In the material below, find each line that contains the word "shadow" and copy it.

*****

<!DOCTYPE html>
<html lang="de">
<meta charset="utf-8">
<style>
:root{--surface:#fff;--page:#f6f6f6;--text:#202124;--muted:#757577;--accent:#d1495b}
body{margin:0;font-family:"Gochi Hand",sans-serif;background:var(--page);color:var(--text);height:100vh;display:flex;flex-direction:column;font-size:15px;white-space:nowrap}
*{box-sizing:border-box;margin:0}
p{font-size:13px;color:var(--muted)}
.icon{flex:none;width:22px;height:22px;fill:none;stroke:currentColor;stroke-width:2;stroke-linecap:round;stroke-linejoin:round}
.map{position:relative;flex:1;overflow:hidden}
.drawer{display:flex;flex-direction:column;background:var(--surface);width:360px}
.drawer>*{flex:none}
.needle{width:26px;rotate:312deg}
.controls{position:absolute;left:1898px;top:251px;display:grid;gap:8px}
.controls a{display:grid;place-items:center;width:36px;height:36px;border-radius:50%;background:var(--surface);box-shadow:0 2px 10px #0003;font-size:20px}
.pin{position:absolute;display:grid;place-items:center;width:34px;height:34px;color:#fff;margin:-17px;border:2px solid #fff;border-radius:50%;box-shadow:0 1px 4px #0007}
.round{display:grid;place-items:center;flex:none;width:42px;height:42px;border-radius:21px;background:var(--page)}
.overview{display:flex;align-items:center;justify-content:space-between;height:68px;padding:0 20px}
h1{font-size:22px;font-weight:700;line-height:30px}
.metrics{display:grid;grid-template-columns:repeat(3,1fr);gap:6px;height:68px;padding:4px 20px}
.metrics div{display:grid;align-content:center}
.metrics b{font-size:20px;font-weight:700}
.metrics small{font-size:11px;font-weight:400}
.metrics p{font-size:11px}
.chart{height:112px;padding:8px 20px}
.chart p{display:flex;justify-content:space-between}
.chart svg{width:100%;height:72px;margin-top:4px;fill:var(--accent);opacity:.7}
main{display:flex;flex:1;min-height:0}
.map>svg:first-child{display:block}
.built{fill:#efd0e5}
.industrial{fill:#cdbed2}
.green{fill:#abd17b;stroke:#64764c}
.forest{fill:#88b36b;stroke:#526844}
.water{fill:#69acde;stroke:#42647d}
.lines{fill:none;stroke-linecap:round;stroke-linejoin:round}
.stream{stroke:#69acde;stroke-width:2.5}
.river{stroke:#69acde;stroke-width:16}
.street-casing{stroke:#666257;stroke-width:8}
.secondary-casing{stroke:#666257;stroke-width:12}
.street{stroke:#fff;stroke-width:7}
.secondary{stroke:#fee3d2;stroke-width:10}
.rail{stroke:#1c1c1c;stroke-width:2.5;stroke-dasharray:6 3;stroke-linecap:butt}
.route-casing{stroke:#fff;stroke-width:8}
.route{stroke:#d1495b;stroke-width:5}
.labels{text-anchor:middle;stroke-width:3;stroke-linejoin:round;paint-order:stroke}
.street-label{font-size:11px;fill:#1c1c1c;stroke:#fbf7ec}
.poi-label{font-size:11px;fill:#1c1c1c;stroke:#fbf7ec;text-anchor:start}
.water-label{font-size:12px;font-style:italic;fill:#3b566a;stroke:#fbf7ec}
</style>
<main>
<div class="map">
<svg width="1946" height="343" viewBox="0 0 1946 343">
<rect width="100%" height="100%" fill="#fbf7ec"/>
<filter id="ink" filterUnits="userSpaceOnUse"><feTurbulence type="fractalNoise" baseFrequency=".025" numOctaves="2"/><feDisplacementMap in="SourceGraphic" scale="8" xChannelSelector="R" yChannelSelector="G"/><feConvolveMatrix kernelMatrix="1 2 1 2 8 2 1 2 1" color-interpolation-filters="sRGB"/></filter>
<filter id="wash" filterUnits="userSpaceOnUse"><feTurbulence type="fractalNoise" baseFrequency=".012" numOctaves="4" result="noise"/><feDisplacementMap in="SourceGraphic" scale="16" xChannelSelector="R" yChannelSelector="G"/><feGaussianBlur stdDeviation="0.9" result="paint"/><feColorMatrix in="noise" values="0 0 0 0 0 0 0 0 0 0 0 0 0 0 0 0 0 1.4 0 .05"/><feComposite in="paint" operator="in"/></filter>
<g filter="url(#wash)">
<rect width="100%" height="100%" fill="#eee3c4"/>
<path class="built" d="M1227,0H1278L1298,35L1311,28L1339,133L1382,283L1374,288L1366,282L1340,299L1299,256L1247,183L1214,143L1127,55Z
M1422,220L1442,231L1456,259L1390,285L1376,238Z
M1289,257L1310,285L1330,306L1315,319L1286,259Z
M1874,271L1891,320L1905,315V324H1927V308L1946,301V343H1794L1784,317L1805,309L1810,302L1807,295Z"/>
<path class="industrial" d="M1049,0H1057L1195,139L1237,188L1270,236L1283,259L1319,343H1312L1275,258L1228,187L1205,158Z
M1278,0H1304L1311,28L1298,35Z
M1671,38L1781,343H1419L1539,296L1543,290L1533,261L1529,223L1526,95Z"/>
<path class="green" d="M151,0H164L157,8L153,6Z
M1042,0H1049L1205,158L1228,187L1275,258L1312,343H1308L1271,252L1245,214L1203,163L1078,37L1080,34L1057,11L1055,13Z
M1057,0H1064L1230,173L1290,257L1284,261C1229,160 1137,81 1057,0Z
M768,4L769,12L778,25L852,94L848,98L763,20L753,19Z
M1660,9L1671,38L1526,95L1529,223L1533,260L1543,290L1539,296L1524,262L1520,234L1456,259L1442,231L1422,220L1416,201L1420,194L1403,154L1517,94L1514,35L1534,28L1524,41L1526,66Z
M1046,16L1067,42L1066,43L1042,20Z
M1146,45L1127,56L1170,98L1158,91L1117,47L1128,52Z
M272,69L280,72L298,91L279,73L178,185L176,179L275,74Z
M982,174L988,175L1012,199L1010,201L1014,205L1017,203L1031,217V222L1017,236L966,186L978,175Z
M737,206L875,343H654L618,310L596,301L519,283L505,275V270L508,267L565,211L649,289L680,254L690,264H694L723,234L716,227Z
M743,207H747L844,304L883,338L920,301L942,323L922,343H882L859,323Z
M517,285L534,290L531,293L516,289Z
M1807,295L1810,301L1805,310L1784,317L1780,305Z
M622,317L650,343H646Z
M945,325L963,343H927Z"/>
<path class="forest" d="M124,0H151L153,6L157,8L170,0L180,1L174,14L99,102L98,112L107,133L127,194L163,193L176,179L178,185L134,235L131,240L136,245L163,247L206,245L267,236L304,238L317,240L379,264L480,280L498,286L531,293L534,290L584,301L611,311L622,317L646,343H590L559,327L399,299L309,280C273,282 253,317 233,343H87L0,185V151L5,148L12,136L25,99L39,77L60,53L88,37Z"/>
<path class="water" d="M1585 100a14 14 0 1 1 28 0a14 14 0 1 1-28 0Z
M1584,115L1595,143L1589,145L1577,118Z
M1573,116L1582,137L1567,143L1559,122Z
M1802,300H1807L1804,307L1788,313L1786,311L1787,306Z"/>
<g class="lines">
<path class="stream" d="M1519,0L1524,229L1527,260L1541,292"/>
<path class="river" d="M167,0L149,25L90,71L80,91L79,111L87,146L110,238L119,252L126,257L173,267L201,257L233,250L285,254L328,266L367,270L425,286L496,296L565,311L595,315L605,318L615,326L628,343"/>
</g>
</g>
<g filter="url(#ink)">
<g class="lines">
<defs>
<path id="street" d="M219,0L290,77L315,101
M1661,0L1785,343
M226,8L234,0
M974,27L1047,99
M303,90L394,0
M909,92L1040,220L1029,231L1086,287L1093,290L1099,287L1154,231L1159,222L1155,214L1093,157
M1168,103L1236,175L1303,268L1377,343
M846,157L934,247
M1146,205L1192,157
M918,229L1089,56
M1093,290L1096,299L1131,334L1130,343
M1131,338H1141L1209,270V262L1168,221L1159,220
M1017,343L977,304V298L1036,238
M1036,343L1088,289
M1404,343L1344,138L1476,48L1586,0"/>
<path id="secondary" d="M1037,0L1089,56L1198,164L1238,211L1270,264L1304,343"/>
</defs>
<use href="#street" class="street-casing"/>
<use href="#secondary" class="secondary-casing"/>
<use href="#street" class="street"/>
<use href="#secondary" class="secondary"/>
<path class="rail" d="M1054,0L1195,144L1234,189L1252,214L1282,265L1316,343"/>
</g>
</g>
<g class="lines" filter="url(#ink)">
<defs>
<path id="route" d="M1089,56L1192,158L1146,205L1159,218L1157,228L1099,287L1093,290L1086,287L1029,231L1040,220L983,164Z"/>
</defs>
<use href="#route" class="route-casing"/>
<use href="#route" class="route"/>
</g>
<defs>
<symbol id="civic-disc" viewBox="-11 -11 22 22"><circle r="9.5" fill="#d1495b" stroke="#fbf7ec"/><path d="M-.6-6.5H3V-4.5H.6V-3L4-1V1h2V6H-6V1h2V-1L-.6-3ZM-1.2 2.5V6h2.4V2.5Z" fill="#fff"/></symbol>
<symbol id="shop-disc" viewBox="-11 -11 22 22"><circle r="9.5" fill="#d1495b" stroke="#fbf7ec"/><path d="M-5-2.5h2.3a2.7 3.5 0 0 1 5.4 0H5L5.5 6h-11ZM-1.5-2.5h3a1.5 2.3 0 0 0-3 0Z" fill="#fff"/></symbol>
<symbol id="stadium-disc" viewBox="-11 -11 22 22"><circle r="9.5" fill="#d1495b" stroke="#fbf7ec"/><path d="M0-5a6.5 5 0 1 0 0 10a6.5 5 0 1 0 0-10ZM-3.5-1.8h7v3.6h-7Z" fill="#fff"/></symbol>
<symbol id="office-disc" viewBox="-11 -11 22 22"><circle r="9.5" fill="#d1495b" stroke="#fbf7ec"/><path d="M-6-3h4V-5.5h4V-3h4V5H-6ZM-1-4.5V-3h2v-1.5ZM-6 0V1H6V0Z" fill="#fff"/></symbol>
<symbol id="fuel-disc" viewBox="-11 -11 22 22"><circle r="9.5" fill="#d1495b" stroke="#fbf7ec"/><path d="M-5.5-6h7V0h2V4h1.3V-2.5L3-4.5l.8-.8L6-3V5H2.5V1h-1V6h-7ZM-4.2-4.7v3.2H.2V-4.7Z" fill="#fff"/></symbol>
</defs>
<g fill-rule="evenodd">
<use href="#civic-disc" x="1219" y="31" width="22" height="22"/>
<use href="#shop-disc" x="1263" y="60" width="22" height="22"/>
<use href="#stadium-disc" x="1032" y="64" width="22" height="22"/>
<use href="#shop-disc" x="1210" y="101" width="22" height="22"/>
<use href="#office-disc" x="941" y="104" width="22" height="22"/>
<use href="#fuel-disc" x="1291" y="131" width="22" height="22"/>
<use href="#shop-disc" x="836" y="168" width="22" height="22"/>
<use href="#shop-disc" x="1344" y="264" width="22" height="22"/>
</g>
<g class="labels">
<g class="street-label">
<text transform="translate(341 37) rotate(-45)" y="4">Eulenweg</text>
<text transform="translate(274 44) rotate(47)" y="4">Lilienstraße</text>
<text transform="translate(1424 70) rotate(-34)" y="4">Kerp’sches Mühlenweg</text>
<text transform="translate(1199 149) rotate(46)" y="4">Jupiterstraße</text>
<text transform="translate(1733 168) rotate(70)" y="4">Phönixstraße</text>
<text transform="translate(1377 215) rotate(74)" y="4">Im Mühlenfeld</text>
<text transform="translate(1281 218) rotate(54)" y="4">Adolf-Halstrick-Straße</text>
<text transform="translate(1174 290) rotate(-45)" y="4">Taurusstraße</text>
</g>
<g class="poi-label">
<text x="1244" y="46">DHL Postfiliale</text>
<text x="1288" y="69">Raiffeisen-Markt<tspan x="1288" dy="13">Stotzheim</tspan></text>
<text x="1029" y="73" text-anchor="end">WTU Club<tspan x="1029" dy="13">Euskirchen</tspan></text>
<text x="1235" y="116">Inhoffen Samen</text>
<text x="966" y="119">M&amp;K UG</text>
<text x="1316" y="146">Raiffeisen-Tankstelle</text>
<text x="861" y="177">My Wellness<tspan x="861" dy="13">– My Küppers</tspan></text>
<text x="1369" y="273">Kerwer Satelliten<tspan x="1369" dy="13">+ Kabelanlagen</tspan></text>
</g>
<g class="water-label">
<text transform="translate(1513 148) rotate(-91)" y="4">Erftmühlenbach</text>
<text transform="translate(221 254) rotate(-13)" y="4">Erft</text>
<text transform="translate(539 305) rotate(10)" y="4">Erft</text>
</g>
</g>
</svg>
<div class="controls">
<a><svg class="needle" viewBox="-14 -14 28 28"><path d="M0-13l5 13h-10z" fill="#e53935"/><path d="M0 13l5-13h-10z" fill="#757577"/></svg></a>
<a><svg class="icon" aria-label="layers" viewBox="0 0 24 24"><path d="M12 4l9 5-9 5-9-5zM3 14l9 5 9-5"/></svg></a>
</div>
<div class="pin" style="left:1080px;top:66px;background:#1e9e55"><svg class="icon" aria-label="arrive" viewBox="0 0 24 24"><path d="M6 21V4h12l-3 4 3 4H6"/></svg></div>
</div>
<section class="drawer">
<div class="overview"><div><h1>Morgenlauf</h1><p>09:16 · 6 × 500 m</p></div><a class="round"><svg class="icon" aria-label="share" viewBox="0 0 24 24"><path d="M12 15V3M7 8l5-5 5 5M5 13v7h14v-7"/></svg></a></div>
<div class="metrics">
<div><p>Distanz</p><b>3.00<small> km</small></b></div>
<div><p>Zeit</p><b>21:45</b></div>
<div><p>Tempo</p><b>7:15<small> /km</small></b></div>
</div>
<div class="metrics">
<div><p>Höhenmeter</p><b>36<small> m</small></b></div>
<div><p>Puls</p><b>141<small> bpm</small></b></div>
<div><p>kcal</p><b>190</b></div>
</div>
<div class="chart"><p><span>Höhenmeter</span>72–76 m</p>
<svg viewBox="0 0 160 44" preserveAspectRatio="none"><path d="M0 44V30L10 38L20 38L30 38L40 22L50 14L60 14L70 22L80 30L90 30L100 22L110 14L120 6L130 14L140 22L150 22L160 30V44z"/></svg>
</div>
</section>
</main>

*****

**Written response**
.controls a{display:grid;place-items:center;width:36px;height:36px;border-radius:50%;background:var(--surface);box-shadow:0 2px 10px #0003;font-size:20px}
.pin{position:absolute;display:grid;place-items:center;width:34px;height:34px;color:#fff;margin:-17px;border:2px solid #fff;border-radius:50%;box-shadow:0 1px 4px #0007}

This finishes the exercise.